No line before the one containing "const dot = new Path2D();" is to be output; retype exactly that line and all lines that follow it to the end of the records.

[THE RECORDS Boundary: Start]

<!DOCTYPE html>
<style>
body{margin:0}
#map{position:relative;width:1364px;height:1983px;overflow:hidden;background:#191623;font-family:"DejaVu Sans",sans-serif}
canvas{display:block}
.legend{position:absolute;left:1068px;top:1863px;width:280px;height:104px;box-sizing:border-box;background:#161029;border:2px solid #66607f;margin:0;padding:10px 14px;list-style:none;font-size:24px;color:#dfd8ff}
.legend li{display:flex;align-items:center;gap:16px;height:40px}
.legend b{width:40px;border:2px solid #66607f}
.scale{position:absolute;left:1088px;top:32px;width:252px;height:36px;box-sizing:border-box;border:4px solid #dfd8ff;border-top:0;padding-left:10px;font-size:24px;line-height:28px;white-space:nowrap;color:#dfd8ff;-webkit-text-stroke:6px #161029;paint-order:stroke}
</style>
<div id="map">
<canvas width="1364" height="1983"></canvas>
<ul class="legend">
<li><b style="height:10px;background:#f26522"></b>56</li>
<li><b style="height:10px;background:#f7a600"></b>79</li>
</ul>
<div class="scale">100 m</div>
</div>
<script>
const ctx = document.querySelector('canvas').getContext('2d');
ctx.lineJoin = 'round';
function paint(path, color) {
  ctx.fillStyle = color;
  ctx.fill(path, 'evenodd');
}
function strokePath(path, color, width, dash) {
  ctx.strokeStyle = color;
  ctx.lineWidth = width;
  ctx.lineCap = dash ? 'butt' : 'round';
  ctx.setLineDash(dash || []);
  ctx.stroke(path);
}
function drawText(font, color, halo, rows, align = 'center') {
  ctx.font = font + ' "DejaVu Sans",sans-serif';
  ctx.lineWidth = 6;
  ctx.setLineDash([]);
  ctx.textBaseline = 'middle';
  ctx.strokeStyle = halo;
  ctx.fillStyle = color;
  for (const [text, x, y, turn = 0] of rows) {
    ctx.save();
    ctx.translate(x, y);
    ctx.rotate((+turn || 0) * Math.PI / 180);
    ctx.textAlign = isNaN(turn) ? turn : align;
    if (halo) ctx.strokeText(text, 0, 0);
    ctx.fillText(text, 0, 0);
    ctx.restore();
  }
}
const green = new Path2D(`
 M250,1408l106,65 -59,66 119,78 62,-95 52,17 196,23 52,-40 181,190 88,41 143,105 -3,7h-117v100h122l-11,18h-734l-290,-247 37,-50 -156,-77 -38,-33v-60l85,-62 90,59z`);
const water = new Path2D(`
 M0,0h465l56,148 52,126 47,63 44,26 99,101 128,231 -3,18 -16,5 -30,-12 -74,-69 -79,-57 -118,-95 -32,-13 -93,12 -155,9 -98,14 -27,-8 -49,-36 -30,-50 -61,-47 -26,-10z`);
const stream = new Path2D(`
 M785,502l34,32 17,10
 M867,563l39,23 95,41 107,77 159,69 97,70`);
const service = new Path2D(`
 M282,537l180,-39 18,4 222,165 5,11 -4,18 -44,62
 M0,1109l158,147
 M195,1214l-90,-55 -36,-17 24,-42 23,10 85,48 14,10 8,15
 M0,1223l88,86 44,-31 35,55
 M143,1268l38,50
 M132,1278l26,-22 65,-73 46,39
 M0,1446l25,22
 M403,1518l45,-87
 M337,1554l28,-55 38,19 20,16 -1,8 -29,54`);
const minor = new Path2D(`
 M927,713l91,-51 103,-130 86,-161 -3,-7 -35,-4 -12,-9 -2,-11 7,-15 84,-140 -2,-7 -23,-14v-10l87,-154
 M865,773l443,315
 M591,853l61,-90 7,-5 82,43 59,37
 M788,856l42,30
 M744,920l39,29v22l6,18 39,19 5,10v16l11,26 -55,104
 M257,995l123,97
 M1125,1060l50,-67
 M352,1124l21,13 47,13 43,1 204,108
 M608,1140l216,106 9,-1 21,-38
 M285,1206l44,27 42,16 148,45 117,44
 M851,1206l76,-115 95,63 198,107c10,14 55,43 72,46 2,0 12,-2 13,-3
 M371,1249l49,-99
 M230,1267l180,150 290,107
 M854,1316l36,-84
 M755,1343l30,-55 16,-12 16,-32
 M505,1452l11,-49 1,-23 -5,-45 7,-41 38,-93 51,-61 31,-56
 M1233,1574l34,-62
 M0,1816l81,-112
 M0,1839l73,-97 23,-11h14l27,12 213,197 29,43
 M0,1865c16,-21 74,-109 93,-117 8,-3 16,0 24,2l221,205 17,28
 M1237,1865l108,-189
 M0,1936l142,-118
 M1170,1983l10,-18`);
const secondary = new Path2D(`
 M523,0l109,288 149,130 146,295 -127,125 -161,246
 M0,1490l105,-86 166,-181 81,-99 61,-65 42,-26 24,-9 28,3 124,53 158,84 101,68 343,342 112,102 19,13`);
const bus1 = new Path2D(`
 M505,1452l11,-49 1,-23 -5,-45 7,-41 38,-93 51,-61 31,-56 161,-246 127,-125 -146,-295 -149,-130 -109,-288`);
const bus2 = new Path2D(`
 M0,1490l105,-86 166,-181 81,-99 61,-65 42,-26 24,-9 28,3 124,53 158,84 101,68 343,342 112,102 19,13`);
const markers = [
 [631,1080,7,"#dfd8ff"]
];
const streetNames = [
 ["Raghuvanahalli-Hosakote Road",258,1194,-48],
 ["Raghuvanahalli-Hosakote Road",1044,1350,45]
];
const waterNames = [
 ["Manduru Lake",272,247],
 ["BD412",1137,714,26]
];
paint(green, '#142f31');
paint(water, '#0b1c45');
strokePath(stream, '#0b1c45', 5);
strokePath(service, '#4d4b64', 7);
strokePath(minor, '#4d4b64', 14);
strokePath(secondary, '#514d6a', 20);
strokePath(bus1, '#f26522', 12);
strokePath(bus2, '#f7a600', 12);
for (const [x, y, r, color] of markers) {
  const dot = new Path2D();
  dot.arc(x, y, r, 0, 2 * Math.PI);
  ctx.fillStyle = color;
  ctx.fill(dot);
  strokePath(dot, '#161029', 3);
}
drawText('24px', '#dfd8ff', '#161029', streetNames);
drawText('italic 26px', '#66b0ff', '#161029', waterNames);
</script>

[THE RECORDS Boundary: End]

• [EXERCISE ANSWER]:
  const dot = new Path2D();
  dot.arc(x, y, r, 0, 2 * Math.PI);
  ctx.fillStyle = color;
  ctx.fill(dot);
  strokePath(dot, '#161029', 3);
}
drawText('24px', '#dfd8ff', '#161029', streetNames);
drawText('italic 26px', '#66b0ff', '#161029', waterNames);
</script>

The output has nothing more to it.